Datopotamab deruxtecan (dato-DXd) previously showed promising antitumor efficacy in patients with advanced or metastatic non-small cell lung cancer (NSCLC) in the phase I TROPION-PanTumour01 trial. The phase III TROPION-Lung01 trial now reveals improved efficacy outcomes and safety with dato-DXd compared to docetaxel in pretreated patients with advanced or metastatic NSCLC, predominantly benefiting those with non-squamous histology. These findings endorse dato-DXd as a compelling treatment option for previously treated non-squamous NSCLC.

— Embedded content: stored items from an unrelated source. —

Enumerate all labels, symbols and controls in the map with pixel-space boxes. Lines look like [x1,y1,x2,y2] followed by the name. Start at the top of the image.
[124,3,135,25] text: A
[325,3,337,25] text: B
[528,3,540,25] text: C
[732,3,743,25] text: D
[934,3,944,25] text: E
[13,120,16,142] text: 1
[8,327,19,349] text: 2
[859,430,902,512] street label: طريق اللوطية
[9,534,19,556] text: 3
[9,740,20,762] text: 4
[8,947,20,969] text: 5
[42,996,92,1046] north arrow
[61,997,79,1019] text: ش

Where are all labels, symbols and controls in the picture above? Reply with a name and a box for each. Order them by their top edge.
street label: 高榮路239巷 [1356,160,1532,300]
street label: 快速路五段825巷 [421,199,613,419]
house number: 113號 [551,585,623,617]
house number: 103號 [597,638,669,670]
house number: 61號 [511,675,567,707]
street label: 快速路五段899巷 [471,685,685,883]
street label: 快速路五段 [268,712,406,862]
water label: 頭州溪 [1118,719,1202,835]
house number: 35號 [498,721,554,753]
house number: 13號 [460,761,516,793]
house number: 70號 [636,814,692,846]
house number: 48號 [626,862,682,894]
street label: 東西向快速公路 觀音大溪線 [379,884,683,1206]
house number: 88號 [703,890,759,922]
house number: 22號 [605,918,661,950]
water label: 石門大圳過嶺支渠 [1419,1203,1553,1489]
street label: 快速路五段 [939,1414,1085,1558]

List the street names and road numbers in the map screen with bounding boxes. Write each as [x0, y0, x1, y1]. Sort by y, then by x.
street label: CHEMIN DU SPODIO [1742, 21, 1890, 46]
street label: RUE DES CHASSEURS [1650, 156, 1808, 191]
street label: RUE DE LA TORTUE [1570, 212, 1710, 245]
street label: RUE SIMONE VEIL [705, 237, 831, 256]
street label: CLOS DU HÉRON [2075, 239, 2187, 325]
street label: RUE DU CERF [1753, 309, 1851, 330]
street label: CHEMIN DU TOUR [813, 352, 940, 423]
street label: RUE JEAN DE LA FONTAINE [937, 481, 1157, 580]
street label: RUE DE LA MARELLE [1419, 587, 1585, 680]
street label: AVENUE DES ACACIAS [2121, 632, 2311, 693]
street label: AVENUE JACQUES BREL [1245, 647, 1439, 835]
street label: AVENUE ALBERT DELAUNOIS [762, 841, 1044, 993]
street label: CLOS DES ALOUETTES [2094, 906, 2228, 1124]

Chemotherapy remains the standard of care in the second-line treatment of patients with metastatic non-small cell lung cancer (NSCL), which is associated with a modest benefit and substantial toxicity. Datopotamab deruxtecan (dato-DXd) is a TROP2-directed antibody-drug conjugate (ADC) that selectively delivers a potent topoisomerase I inhibitor payload directly into the tumour cells. Dato-DXd showed promising antitumour activity in patients with advanced or metastatic NSCLC in the phase I TROPION-PanTumour01 trial, with an overall response rate (ORR) of 26%. Based on these encouraging results, the phase III TROPION-Lung01 trial evaluated the efficacy and safety of dato-DXd compared to docetaxel in pretreated patients with advanced or metastatic NSCLC with or without actionable genomic alternations (AGAs).

Methods

The global phase III TROPION-Lung01 study enrolled patients with previously treated advanced or metastatic NSCLC (stage IIIB, IIIC or IV) ineligible for second-line chemotherapy. These patients were included independently of their histology, AGA status and TROP-2 expression level on the tumour cell surface. In total, 604 patients were randomly assigned (1:1) to receive dato-DXd 6 mg/kg (n=299) or docetaxel 75 mg/m2 Q3W (n=305). Dual primary endpoints were progression-free survival (PFS) and overall survival (OS). Secondary endpoints included ORR, duration of response (DOR), and safety.

Results

After a median follow-up of 13 months, the number of patients continuing treatment in the dato-DXd arm was three times higher than in the docetaxel arm (18% vs. 6%, respectively). Dato-DXd significantly improved PFS, with a median PFS of 4.4 vs. 3.7 months, respectively (HR[95%CI]: 0.75[0.62-0.91]; p=0.004). This improvement in PFS was supported by a higher ORR and a longer duration of response in the Dato-DXd arm compared to docetaxel (ORR: 26.4% vs. 12.8%, DoR: 7.1 vs. 5.6 months). This benefit extended across most subgroups, with the exception of patients with squamous NSCLC. Zooming on the differences based on histology, patients with non-squamous NSCLC (with or without AGAs) clearly benefit from dato-DXd, with a median PFS of 5.6 vs. 3.7 months in the dato-DXd and docetaxel arms, respectively (HR[95%CI]: 0.63[0.51-0.78]). This PFS benefit was supported by ORRs rates of 31.2% vs. 12.8%, and DoR of 7.7 vs. 5.6 months, respectively. Importantly, these patients derived benefit from dato-DXd regardless of the presence/absence of AGAs. In contrast, patients with squamous histology did not benefit from dato-DXd (HR[95%CI]: 1.38[0.94-2.02]), with a median PFS of 2.8 vs. 3.9 months in the dato-DXd and docetaxel arms, respectively. ORR rates were reported at 9.2% vs. 12.7% and DoR at 5.9 vs. 8.1 months. The first interim OS revealed a trend in favour of dato-DXd over docetaxel, with a median OS of 12.4 vs. 11.0 months, respectively (HR[95%CI]: 0.90[0.72-1.13]). Once more, patients with non-squamous NSCLC appeared to derive the greatest benefit from dato-DXd (HR[95%CI]: 0.77[0.59-1.01]), while those with squamous histology experienced no advantage (HR[95%CI]: 1.32[0.87-2.00]). The trial is ongoing, with the final OS analysis to be presented in an upcoming meeting.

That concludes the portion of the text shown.